What will I miss? I will miss the affection she always showed us. I won’t exactly miss the means by which she expressed it: grabbing hold of me and planting endless kisses on me (no one had taught her that important lesson about not imposing physical contact on another human being :)) – but I will miss the loving and compassionate way she always greeted and treated us. I remember an occasion, just a few years ago when Canterbury Salvation Army did a performance of the musical “The Blood of the Lamb”. Nonna came to see it, and as I emerged from backstage at the end, all I could hear was her strident voice singing “There’s only one Lyndall for me!” In a broad Italian accent! She was always so overjoyed to see us and that was wonderful. 
I will miss her ever-enquiring mind. Whenever I saw her, she would ply me with questions on everything from the state of The Salvation Army to the methods of training guide dogs. You could tell she had been thinking about all sorts of things. 

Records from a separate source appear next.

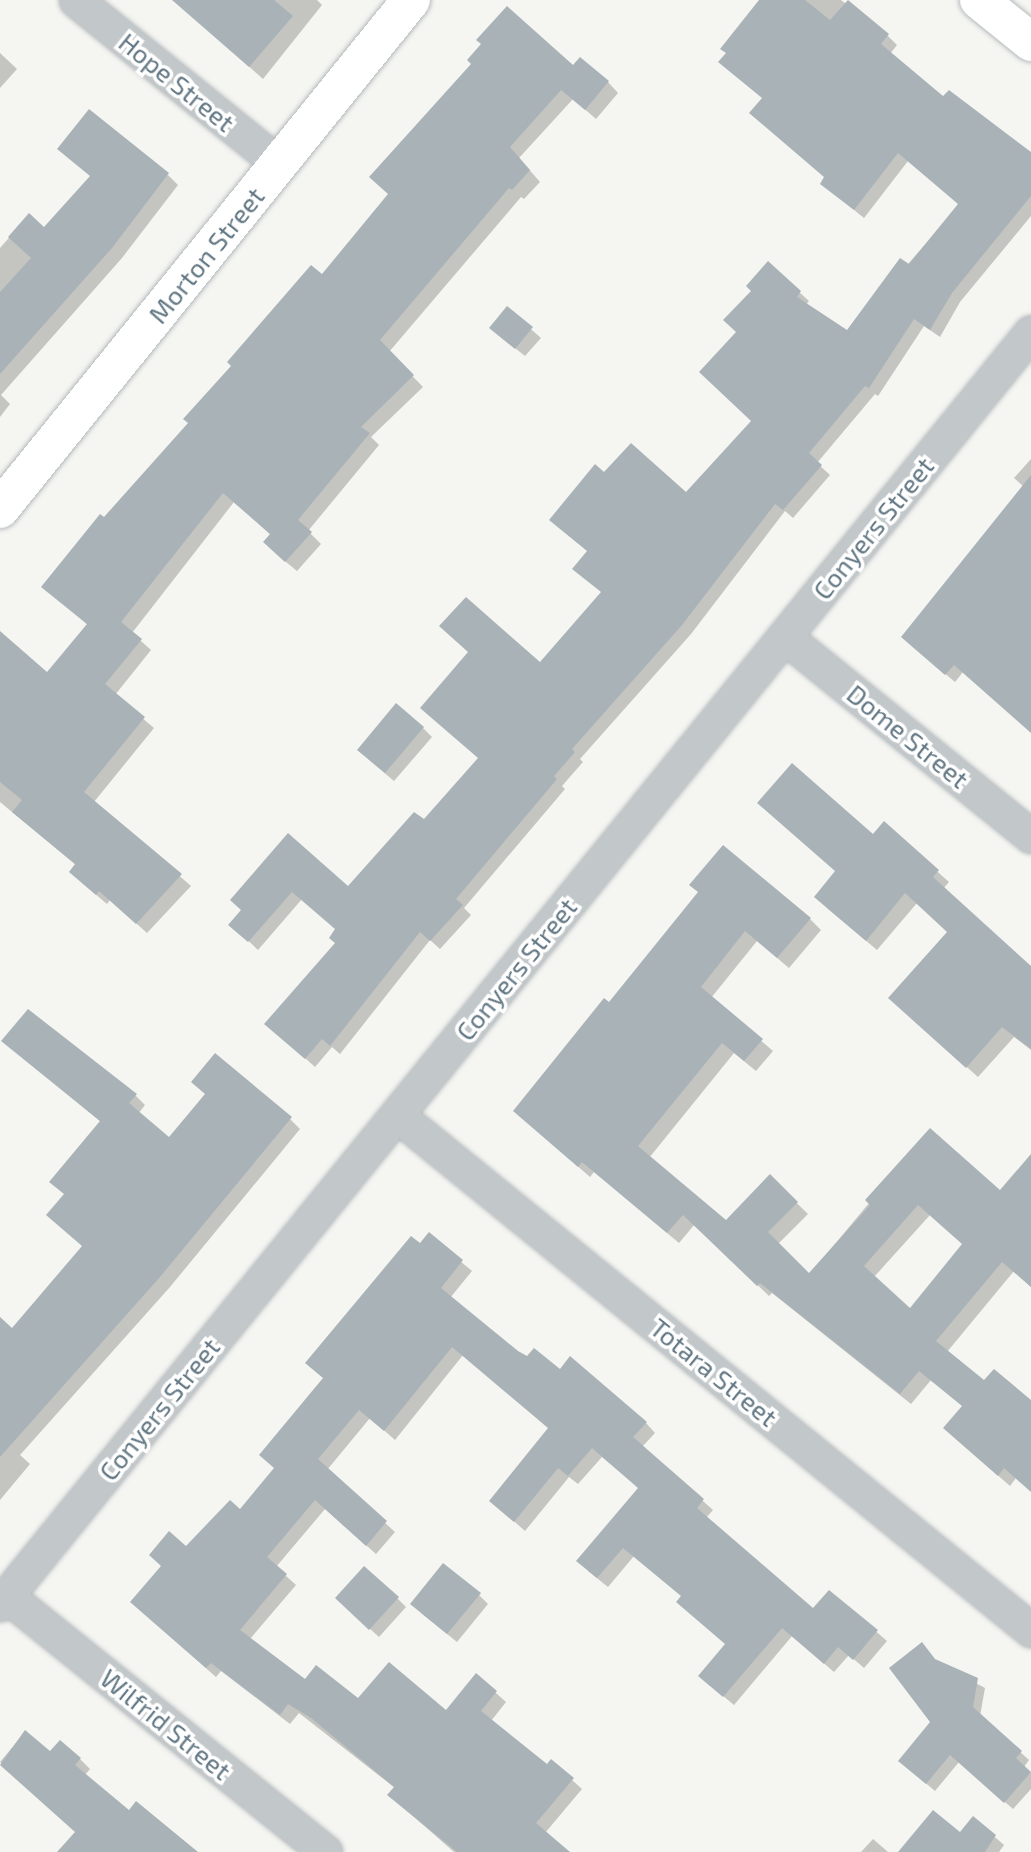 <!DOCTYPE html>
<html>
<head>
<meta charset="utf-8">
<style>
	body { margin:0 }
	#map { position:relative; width:1031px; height:1852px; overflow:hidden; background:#f5f5f1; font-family:"Exo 2",sans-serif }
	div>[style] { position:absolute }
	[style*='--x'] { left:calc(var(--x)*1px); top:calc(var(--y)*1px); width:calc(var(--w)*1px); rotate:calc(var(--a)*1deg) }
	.shadow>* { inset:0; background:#0003 }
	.building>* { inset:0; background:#a9b3b7 }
	.roads { filter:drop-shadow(0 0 2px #b4babe) drop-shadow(0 0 2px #b4babe) }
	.street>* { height:33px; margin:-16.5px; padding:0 16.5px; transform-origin:16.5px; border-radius:16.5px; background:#c2c7c9 }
	.secondary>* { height:38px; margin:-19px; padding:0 19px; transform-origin:19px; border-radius:19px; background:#fff }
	span { translate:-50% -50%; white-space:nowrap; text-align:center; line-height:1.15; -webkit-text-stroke:7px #fff; paint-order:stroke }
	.street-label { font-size:26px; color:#637884 }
</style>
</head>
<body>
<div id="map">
	<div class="shadow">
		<i style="clip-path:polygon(174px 0,317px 0,322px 5px,263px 79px)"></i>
		<i style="clip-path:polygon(762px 0,841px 0,888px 36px,897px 45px,890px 54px,943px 98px,1031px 155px,1031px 216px,960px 302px,940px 337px,924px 326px,878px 396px,875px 394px,817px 463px,830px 475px,793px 518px,785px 511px,691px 634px,580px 759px,583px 762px,562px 786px,565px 789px,464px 908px,471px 915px,440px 949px,430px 940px,340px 1054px,332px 1047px,315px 1067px,276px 1032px,337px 943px,337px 930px,302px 899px,258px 950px,240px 933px,243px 910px,288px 835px,348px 888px,424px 822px,480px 758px,540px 665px,603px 593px,588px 552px,604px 474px,686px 495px,753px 421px,738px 332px,768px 264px,809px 301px,806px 305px,848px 332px,960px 205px,908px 161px,864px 218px,822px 184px,826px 178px,764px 99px)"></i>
		<i style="clip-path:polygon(0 53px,17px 69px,0 88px)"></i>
		<i style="clip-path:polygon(573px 68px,608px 82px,618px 93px,596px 119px,573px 99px,519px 158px,540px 182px,524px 199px,521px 197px,389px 352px,423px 387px,371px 437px,379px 445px,308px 531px,321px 544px,297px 571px,275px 553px,271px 535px,234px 502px,132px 633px,151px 650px,115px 695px,154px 728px,94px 802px,191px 886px,147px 933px,110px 900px,107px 904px,81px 882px,76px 865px,0 802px,0 647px,47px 675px,88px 625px,43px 587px,322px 276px)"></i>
		<i style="clip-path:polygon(168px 175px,178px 185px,122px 258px,1px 395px,10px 404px,0 417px,0 248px,29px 215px,44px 229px)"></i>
		<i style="clip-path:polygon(507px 308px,541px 338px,525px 356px,500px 336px)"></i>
		<i style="clip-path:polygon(1031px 459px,1031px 732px,963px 672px,955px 682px,912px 646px,1024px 487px,1014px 478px)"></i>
		<i style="clip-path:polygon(423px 728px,432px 737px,394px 781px,368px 759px)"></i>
		<i style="clip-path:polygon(884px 824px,949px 882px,943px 889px,1031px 968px,1031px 1050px,1014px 1037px,978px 1077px,902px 1009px,949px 932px,917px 903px,877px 950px,827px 908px)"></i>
		<i style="clip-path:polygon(700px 893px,810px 919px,821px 930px,789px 968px,757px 941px,711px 998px,773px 1051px,756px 1071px,734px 1053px,649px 1158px,726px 1223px,770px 1177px,808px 1214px,778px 1244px,809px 1275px,930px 1130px,930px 1215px,874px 1277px,910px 1310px,1031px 1181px,1031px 1287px,1014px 1271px,947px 1352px,985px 1383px,1031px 1402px,1031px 1491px,1016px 1478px,1010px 1486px,956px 1439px,964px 1407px,931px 1380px,911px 1404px,772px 1293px,769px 1296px,695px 1224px,679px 1243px,594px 1172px,590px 1177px,527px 1122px,609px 1004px)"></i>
		<i style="clip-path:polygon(3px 1041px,135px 1095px,145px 1105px,138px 1114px,169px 1140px,290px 1119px,300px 1129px,170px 1287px,20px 1455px,30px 1464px,0 1500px,0 1320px,12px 1330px,84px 1246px,65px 1195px,101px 1122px)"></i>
		<i style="clip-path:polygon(429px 1235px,472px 1271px,450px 1298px,517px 1353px,560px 1372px,646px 1423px,655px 1433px,642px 1447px,713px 1510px,706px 1518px,814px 1611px,830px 1592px,887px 1641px,864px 1668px,849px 1655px,834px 1672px,792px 1636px,734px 1705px,710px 1685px,727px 1645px,683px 1597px,634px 1556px,608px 1587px,588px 1571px,640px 1489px,602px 1457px,578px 1484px,569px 1477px,525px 1531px,491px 1501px,550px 1429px,463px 1355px,395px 1440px,370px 1418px,327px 1470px,395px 1532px,376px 1554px,325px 1509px,276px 1567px,296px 1585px,250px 1639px,306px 1681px,358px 1701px,446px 1713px,477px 1676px,506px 1702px,491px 1721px,547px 1766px,551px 1761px,582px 1789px,545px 1833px,561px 1852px,454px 1852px,389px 1795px,395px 1788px,299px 1713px,290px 1724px,221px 1671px,216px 1677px,142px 1612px,186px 1549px,240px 1511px,276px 1468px,325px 1379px)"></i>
		<i style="clip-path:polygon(479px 1595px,488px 1604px,457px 1642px,421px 1613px)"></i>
		<i style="clip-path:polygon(397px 1598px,406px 1607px,379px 1637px,346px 1607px)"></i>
		<i style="clip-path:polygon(922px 1644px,937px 1662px,985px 1688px,980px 1716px,1029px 1760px,1024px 1767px,1031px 1773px,1031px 1789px,1013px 1809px,959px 1762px,935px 1791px,909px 1769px,932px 1722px)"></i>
		<i style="clip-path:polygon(25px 1732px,51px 1754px,80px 1759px,90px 1769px,85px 1775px,129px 1812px,192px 1852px,59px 1852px,77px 1832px,0 1762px)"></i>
		<i style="clip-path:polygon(973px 1818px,1004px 1845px,999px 1852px,920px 1852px,960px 1834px)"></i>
		<i style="clip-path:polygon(873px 1839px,888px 1852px,861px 1852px)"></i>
	</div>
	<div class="building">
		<i style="clip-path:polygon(172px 0,274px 0,293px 16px,249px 67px)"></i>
		<i style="clip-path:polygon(759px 0,805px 0,830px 20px,848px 0,889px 34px,881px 44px,943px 96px,949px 90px,1031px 152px,1031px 196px,952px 293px,930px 330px,914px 319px,869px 388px,865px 386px,809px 453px,822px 465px,783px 510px,775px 504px,682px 625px,572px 749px,575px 752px,554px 776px,557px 779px,456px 899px,463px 905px,430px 941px,420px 932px,330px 1046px,322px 1039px,305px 1059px,264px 1024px,335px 943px,329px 938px,335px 929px,292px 892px,248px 942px,228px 925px,241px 910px,230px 900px,288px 833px,348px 886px,414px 812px,424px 819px,478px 758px,420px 708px,468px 652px,439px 626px,466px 597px,540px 662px,601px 592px,572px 569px,587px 551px,549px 520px,595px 464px,604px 472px,631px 443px,686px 492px,751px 421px,699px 372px,736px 332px,723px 320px,751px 291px,746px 286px,768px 261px,801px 291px,797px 297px,847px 330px,900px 258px,909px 264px,958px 204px,898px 153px,854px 210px,820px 184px,824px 177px,749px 113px,762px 98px,718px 62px,726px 53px,720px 49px)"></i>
		<i style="clip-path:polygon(507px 6px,573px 65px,580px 57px,609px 81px,585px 110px,561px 90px,510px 147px,530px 170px,512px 190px,509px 188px,380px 340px,414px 375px,361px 427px,370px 433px,298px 520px,312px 532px,285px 562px,263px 542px,270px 534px,223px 493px,121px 622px,142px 639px,105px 684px,145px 717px,84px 792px,182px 874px,136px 924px,99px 891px,96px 895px,69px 872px,75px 864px,12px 812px,22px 800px,0 782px,0 631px,47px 672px,87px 624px,41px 587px,100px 514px,104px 517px,188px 423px,183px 419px,231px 366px,227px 362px,311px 265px,322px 274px,388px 194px,369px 177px,471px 64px,467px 60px,481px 44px,476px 40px)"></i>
		<i style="clip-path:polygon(89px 109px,169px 173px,112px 248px,0 374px,0 292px,31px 258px,8px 237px,29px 213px,44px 227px,90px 176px,57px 149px)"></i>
		<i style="clip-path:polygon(507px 306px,533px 327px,515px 349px,489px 328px)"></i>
		<i style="clip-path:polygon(1031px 475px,1031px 733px,954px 665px,945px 675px,901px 637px)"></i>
		<i style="clip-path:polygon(396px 703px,424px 727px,385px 773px,357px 750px)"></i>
		<i style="clip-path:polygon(792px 763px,873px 834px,884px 821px,939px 870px,933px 877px,1031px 966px,1031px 1049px,1002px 1027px,966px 1068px,888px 998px,947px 932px,905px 893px,866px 941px,814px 897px,835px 871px,757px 803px)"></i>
		<i style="clip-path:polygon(evenodd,723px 845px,811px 918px,777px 958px,745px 931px,701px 987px,763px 1039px,744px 1061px,722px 1043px,638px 1146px,726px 1220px,770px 1174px,798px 1202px,768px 1232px,809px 1273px,870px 1205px,865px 1200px,930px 1128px,1000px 1190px,1031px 1154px,1031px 1287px,1002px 1262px,936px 1341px,984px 1380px,994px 1369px,1031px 1400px,1031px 1492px,1004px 1468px,998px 1476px,943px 1428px,962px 1406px,919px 1371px,900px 1394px,760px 1283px,757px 1286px,683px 1215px,667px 1233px,582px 1162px,578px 1167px,513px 1111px,604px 998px,609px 1002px,698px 892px,689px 885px,723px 845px,918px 1205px,962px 1244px,910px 1308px,864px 1266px,918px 1205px)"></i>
		<i style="clip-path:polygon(28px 1009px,137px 1094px,129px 1103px,169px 1137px,205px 1094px,191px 1082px,215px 1053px,292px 1117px,160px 1277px,0 1457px,0 1317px,12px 1328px,82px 1246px,46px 1215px,64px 1194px,49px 1182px,100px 1121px,1px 1041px)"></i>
		<i style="clip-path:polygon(429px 1232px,463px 1260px,441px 1288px,518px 1351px,527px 1356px,534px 1348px,560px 1369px,570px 1356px,647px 1422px,633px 1437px,704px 1499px,697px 1508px,813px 1608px,829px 1590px,878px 1630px,853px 1660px,838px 1647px,824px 1664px,782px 1628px,723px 1697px,698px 1676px,725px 1644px,676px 1602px,681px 1596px,623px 1548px,597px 1578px,576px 1561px,638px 1488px,592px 1448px,568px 1476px,558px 1468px,514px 1522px,489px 1501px,548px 1428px,452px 1347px,384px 1431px,359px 1410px,318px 1459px,387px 1521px,366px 1546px,315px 1500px,267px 1557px,287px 1574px,240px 1630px,305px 1679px,316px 1665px,358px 1698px,389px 1662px,446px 1710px,476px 1673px,497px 1691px,481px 1711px,547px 1764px,551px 1759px,574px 1778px,536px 1823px,570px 1852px,457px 1852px,387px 1795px,394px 1787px,311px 1718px,288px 1704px,280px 1715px,211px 1663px,206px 1668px,130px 1602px,161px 1566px,149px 1555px,169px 1531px,186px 1546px,230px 1500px,240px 1509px,274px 1468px,259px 1455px,323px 1378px,305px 1363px,411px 1236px,420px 1243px)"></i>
		<i style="clip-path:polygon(443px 1563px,481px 1593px,447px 1634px,410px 1604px)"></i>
		<i style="clip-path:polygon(364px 1566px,399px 1597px,369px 1630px,335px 1598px)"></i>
		<i style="clip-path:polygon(922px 1642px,935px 1659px,978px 1678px,973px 1707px,1022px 1751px,1016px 1758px,1031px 1772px,1004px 1803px,950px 1755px,926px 1784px,898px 1761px,930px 1722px,889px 1668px)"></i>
		<i style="clip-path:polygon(25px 1730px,50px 1751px,60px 1740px,81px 1758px,75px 1765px,129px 1810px,136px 1801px,198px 1852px,57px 1852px,75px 1832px,0 1765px)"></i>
		<i style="clip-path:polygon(933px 1810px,960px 1832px,973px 1816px,996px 1835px,985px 1852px,898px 1852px)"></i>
	</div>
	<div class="roads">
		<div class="street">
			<i style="--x:76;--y:0;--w:261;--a:38.9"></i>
			<i style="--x:785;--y:637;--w:316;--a:39"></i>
			<i style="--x:397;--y:1115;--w:817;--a:39.09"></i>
			<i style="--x:7;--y:1596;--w:408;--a:38.8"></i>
			<i style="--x:0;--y:1604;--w:1637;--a:-50.97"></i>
		</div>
		<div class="secondary">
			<i style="--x:979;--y:0;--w:67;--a:38.9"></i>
			<i style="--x:0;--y:509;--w:654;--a:-51.08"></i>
		</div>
	</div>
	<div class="street-label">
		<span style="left:177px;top:82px;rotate:39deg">Hope Street</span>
		<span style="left:206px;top:255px;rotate:-51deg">Morton Street</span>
		<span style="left:873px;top:528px;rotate:-51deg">Conyers Street</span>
		<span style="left:908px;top:736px;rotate:39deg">Dome Street</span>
		<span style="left:516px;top:969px;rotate:-51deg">Conyers Street</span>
		<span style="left:714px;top:1372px;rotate:39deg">Totara Street</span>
		<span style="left:159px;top:1409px;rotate:-51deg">Conyers Street</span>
		<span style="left:166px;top:1724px;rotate:39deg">Wilfrid Street</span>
	</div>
</div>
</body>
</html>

I will miss the humour. She loved a good chuckle and she wasn’t afraid to laugh at herself too. 
I will miss her phenomenal memory for people. She loved people and she cared what happened to them. She was forever telling us the stories of other people’s lives and engaging our help wherever it was needed. I’ve lost track of all the students who were coming to study in Canterbury who she wanted me to look out for. Even when she had started forgetting things, she would still remember people and their lives, and would still be able to ask the kind of questions which can only be asked by someone who has really listened. 
What do I wish for her now? Just one thing really: I hope and pray she now knows how very loved she is by God, and that she has stopped smacking herself!